After a year of consultation, the TGA has rejected proposals for a unique naming system to differentiate biosimilar medicines from their biologic originators.
This week, the TGA announced it would not adopt an ARA-backed option to add a unique suffix to each biosimilar, but would instead maintain the current naming convention that relies on non-proprietary name and brand name .
The TGA says it favours a largely status quo option in a decision which it claims aligns with European Union and World Health Organisation (WHO) approaches.
The decision is a blow to the Australian Rheumatology Association, which advocated for a unique naming system in a submission to the TGA.
“In many ways, this is the ideal solution, particularly if it were possible to adopt an international standard, as has been suggested by the WHO,” the ARA submission said.
However, it acknowledged the new naming option faced significant challenges due to delays in WHO implementing a Biologic Qualifier (BQ) system.
“Meanwhile the FDA has mandated and executed a naming system as outlined in the [proposal] document. There are potential issues with this, including the naming of a biosimilar which is approved in Australia before it is available in the US,” it noted.
The ARA warned that failure to adopt a unique naming convention would likely lead to under-reporting and inaccurate attribution of adverse events and a failure to recognise loss of therapeutic response in the setting of repeated biosimilar switches and substitutions.
Also disappointed is industry lobby group Medicines Australia, which supported using a suffix identifier preceding a common ‘core’ non-proprietary name for biologics and biosimilars alike, arguing this would leave no room for ambiguity for patients, prescribers and pharmacists.
In its submission, Medicines Australia claimed with the increase in biosimilar copies set to enter the market, such differentiation will become more important to guard against errors in prescribing, dispensing or reporting adverse events.
The TGA plans to use a mandatory field to record the product’s trade name and batch number into its adverse event reporting system, to improve the identification of medicines behind adverse events.
Medicines Australia says this intervention will be “insufficient” unless coupled with naming changes, because familiarity with brand names may lead to “inadvertent misattribution” and some may abandon their report if all the relevant information is not at hand.
Meanwhile, the TGA’s course option was backed by the International Generic and Biosimilars Association (IGBA) which had “strongly opposed” the idea of a suffix, which it argued would be “expensive and unnecessary” but backed the idea of moving towards a barcode system, as long as there was further consultation.
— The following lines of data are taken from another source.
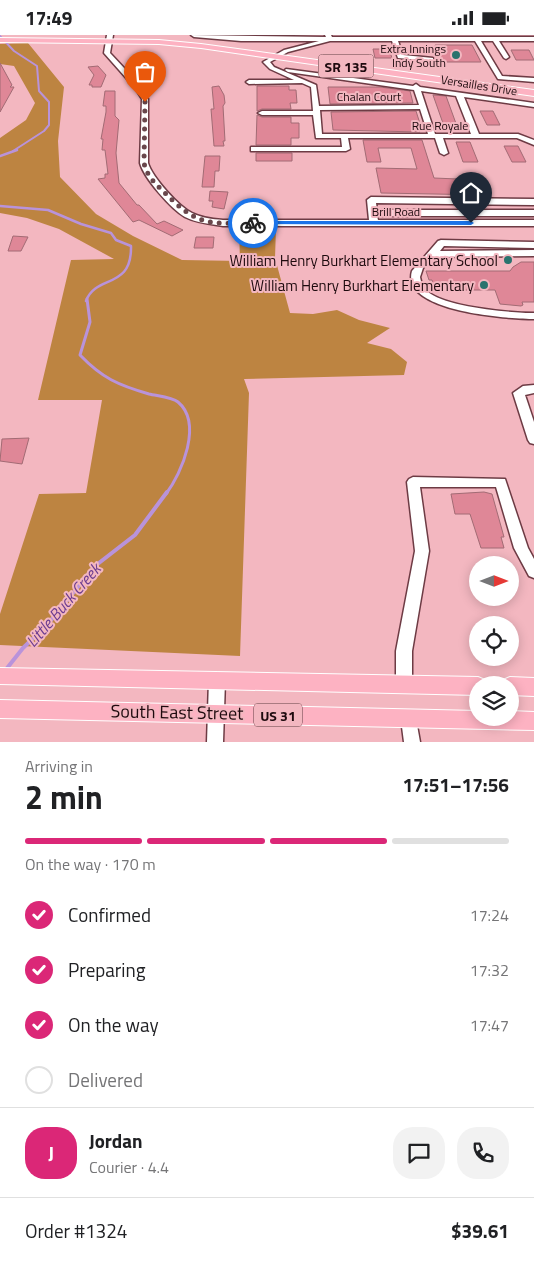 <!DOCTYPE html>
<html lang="en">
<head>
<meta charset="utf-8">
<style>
  :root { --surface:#fff; --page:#f2f2f2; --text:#202124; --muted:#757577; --line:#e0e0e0; --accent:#db2777 }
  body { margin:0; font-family:"Titillium Web",sans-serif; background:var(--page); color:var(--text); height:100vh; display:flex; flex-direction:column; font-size:19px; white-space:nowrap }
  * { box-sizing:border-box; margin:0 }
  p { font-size:16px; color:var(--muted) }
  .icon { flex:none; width:28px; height:28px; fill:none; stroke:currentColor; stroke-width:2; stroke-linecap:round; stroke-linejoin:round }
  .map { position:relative; height:707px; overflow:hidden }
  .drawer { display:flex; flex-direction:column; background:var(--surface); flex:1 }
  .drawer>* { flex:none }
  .needle { width:32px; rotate:90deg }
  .tools { position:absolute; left:469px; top:521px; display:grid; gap:10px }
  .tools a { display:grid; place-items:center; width:50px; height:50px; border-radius:50%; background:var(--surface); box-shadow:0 2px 12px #0003; font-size:25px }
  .pin { position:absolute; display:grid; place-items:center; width:42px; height:42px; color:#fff; margin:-51px -21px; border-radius:50% 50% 50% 0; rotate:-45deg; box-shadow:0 0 5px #0007 }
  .pin .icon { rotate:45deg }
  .courier { position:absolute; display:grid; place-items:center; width:50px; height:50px; margin:-25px; border:4px solid #1a73e8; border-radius:50%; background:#fff; color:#222; box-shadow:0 1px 6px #0007 }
  .head em { font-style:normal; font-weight:700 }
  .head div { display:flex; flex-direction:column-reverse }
  .head { display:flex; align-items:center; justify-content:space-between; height:85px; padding:0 25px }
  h1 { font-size:32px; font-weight:700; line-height:38px }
  .bar { display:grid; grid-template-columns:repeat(4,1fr); gap:8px 5px; align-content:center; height:60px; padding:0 25px }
  .bar i { height:6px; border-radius:4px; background:var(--line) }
  .bar .selected { background:var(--accent) }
  .bar p { grid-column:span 4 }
  .line { display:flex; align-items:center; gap:12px; padding:0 25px; border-top:1px solid var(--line) }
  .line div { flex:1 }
  .round { display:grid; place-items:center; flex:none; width:52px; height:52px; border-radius:20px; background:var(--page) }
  ol { padding:0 25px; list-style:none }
  li { display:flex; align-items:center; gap:15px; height:55px }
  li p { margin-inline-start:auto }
  li .icon { padding:5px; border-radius:50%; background:var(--accent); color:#fff; stroke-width:4 }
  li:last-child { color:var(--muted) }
  li i { width:28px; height:28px; border:2px solid var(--line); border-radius:50% }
  .status { display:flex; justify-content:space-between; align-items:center; height:35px; padding:0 25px; background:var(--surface); direction:ltr }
  .status svg { height:14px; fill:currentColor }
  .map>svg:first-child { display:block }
</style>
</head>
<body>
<div class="status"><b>17:49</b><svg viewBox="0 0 49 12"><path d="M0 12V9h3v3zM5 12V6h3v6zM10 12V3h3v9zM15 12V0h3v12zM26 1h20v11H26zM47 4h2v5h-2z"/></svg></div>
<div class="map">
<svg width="534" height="707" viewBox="0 0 534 707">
  <rect width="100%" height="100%" fill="#f3b7c0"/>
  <path fill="#bd8441" d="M28,8l36,44 -6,54 2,36 36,37 37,22 49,24 58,1 -1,-34 37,1 -1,30 15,55 23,1 24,-4 22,10 31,8 -23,15 24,6 16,13 -3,13 -160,4 5,14 -9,263 -240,-11v-31l39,-120 47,-1 16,-93h-64l33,-140 43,-1 -55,-30 -32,-11 -27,-5v-75l26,-18 9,-17 -21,-37 -14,-2v-20z"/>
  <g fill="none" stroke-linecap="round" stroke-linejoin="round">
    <path stroke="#b993da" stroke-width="2" d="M0,1l14,15 23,15 2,25 10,11v23l-5,6 -31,20"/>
    <path stroke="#b993da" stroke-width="2.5" d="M0,121l17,-6
      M0,171l48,4 33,14 30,9 5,7 15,6c1,44 -35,28 -45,55"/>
    <path stroke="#b993da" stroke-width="3" d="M87,264l3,23 -10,33c22,23 38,30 69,39 8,2 23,3 29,8 25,21 4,71 -12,92"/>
    <path stroke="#b993da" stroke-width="4" d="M0,642l23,-29 24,-23 48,-59 40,-31 32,-43"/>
  </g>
  <path fill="#df8797" stroke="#a26b74" d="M435,10h37l9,17h-38z
    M373,14h16l3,9h-17z
    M511,15h18l5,10h-18z
    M0,28l12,22 -2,2h4l-14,25z
    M98,31l8,9 -5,12h-9v-2h-3l5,-10 -6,-8z
    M219,51l5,9 1,8 -2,3 2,35h-2l1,5h-10l-3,-37h3l-2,-22z
    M257,51h32v4h7l1,13h-7l1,6h-29l-5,2z
    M328,52h52l30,4 3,12 -83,1z
    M105,56h10v25l4,4 -3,33 3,30 18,22h2l18,19 7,-3 19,9 -11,6 -33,-16 -6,2 -35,-43 7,-1v-4h3l-3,-24h-3l1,-11h-2l5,-27v-6h-3z
    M433,60l13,1 12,33h-13z
    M416,76l6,19h-3l1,2 -87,-2 -2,-18z
    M480,76h13l7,14h-13z
    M257,80l5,2h29v6h8v15h-8v7h-35z
    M363,105h59l12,38 47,2 6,15 -106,-2 -5,-25 41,1 -6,-21h-33l3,14h-14z
    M456,107h14l8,20h-15z
    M504,111h14l8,16h-14z
    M256,118h36v8h-36z
    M205,121h15l-1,15h-4l-1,16h-12z
    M210,156l18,1 -4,17 -12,-2 1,-6h-4z
    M13,201l15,1 -7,14h-13z
    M196,202h18l-1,11h-19z
    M521,227h13v40h-12l1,3 -2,1 -21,-2 -5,-14h-60l-3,-10h-3l-3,-9h84l3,-4z
    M29,403l-7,26 -22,-3 2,-22z
    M484,457l8,2 12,43h-3l3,11h-23l-11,-34h-15l-4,-20z"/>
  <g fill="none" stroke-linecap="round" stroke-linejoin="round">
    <g stroke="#6d3b44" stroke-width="3">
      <path id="minor" d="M107,0h6l-3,18 30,32 8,14v64c4,14 31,44 44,50 10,5 20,6 31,7h146l-2,-20 4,-3 163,2v6l-158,-2 1,7h157v6h-157l1,4h156v6h-311c-13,-2 -26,-3 -38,-9 -14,-8 -41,-39 -45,-54l2,-64 -7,-11 -31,-35z
        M191,0l135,2 -1,-2h6l1,2h202v4h-35l10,16 -3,2 -2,-1 -11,-17h-12l21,35 32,2v4l-36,-3 -23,-38h-77l5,14 30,3v2l-2,1 -33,-3 -6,-17h-62l-42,11 -18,10 4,5 42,18 3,21 100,-1 -5,-15 -126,-18 -3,-2 1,-1 127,17 3,-2 4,3 114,16v4l-70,-10 15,37h39l16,6v5l-17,-7h-74l5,15 -4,2 -4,-2 -5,-15h-87l2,11 -4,2h-95v-4h91l-1,-9h-25l-3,-23h-51l-4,-2 4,-2h51l-2,-24 -9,-4 -53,1 -3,-2 3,-2h45l-24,-11 -7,-7 21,-12 35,-9h-78l-47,-4zM421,56l35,5 15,38h-36zM420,74l8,25h-106l-2,-24z
        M441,205l93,2v6l-90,-2 -4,5 94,-1v6l-99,1 -12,11 -3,9c1,5 3,11 7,14 17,16 83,22 107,22v6c-25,0 -134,-7 -122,-48l26,-30z
        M534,350v8l-9,2 9,27v22l-4,-1 -2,-3 -15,-47 10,-7z
        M413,442l92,2 23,69 6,11v19l-5,-2 -15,-28 -18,-61h-76l9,64 -17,100v33l-2,5 -6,2 -6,-2 -2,-5v-33l19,-100 -8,-69 2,-3z
        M217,638l6,2 2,5 -2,62h-16l2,-62 2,-5z
        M409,677l6,2 5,28h-16l-3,-23 2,-5z"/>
    </g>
    <g stroke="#fff" stroke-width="2">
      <path id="major" d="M0,3l159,2 42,4 333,46v6l-333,-48 -42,-4 -159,-2z
        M0,633l478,9 7,3 2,5h-9v10l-478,-11z
        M510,642l24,1v18l-24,-1v-10h-9l2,-5z
        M0,665l478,11v6h32v-6l24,1v18l-534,-12z"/>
    </g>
    <use href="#minor" fill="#fff" fill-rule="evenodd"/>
    <use href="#major" fill="#fdb2c2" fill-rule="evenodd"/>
  </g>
  <path fill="#1a73e8" d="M253,186h218l3,2 -3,2 -220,-1z"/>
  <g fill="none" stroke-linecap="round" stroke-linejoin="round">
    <path stroke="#69474c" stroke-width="5" stroke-dasharray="0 9" d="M145,67l-1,61c3,14 12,21 22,31 33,33 43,29 87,29"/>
  </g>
  <g fill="#2a736e" stroke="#f3b7c0" stroke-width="2">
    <circle cx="456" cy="20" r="5"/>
    <circle cx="508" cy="225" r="5"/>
    <circle cx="484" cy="250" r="5"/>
  </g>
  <g text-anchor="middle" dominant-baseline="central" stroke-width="4" stroke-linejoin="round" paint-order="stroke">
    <g font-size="12" fill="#1e0a0e" stroke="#f3b7c0" text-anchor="end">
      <text x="446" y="13">Extra Innings<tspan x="446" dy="14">Indy South</tspan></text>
    </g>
    <g font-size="12" fill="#1e0a0e" stroke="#f3b7c0">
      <text transform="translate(479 50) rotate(9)">Versailles Drive</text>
      <text x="369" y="61">Chalan Court</text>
      <text x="440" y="90">Rue Royale</text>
      <text x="396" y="176">Brill Road</text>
    </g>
    <g fill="#f3b7c0" stroke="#5e3e43" stroke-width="1">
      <rect x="318.5" y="19.5" width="55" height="23" rx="4"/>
      <rect x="254" y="668.5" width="48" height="23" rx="4"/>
    </g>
    <g font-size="14" font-weight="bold" fill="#1e0a0e">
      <text x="346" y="31">SR 135</text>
      <text x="278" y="680">US 31</text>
    </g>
    <g font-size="15" fill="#1e0a0e" stroke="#f3b7c0" text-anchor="end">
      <text x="498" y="225">William Henry Burkhart Elementary School</text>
      <text x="474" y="250">William Henry Burkhart Elementary</text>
    </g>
    <g font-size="16" font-style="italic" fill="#6c3c90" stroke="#f3b7c0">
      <text transform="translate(63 570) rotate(-49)">Little Buck Creek</text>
    </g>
    <g font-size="18" fill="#1e0a0e" stroke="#f3b7c0">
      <text transform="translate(177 677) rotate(1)">South East Street</text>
    </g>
  </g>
</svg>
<div class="tools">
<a><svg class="needle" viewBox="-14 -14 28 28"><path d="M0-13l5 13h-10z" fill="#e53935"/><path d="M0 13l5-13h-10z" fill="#757577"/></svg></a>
<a><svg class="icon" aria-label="locate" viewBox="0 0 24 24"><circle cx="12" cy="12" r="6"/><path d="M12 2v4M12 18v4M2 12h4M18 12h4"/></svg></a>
<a><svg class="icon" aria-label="layers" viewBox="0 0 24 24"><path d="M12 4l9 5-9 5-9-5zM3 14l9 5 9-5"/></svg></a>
</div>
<div class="pin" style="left:145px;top:67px;background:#ea580c"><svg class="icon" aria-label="bag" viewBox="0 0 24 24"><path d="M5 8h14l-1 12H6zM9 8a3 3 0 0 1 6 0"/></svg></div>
<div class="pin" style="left:471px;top:188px;background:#1f2937"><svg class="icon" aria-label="home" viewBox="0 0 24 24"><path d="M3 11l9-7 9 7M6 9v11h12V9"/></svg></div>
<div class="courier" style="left:253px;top:188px"><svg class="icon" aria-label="bike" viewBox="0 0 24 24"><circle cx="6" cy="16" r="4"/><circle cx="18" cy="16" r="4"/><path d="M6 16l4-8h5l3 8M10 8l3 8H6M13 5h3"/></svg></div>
</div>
<section class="drawer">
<div class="head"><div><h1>2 min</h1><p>Arriving in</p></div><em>17:51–17:56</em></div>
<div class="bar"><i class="selected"></i><i class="selected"></i><i class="selected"></i><i></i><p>On the way · 170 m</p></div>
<ol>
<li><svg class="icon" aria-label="check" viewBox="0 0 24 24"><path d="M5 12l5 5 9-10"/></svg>Confirmed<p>17:24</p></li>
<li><svg class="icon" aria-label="check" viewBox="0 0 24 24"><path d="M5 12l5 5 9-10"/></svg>Preparing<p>17:32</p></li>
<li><svg class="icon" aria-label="check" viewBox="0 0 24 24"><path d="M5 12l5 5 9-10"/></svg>On the way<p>17:47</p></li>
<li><i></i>Delivered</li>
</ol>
<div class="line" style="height:90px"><b class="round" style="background:var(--accent);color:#fff">J</b><div><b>Jordan</b><p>Courier · 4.4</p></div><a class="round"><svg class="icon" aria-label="chat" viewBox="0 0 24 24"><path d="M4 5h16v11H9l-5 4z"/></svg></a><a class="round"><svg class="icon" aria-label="phone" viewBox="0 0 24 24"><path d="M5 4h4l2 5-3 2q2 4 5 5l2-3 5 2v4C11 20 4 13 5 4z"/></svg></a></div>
<div class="line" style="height:65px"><div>Order #1324</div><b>$39.61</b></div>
</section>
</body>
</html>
Announcing the decision, the TGA said maintaining the status quo was supported by most respondents “either as a stand-alone option or as an initial approach with a future move towards adopting a barcode system similar to the European Union”.
The option would not add unnecessary regulatory burden or adversely impact the government’s new policy to encourage the uptake of biosimilar medicines.
It also “avoids the complexity and potential confusion that would be associated with introduction of a suffix-based system with retrospective coverage”.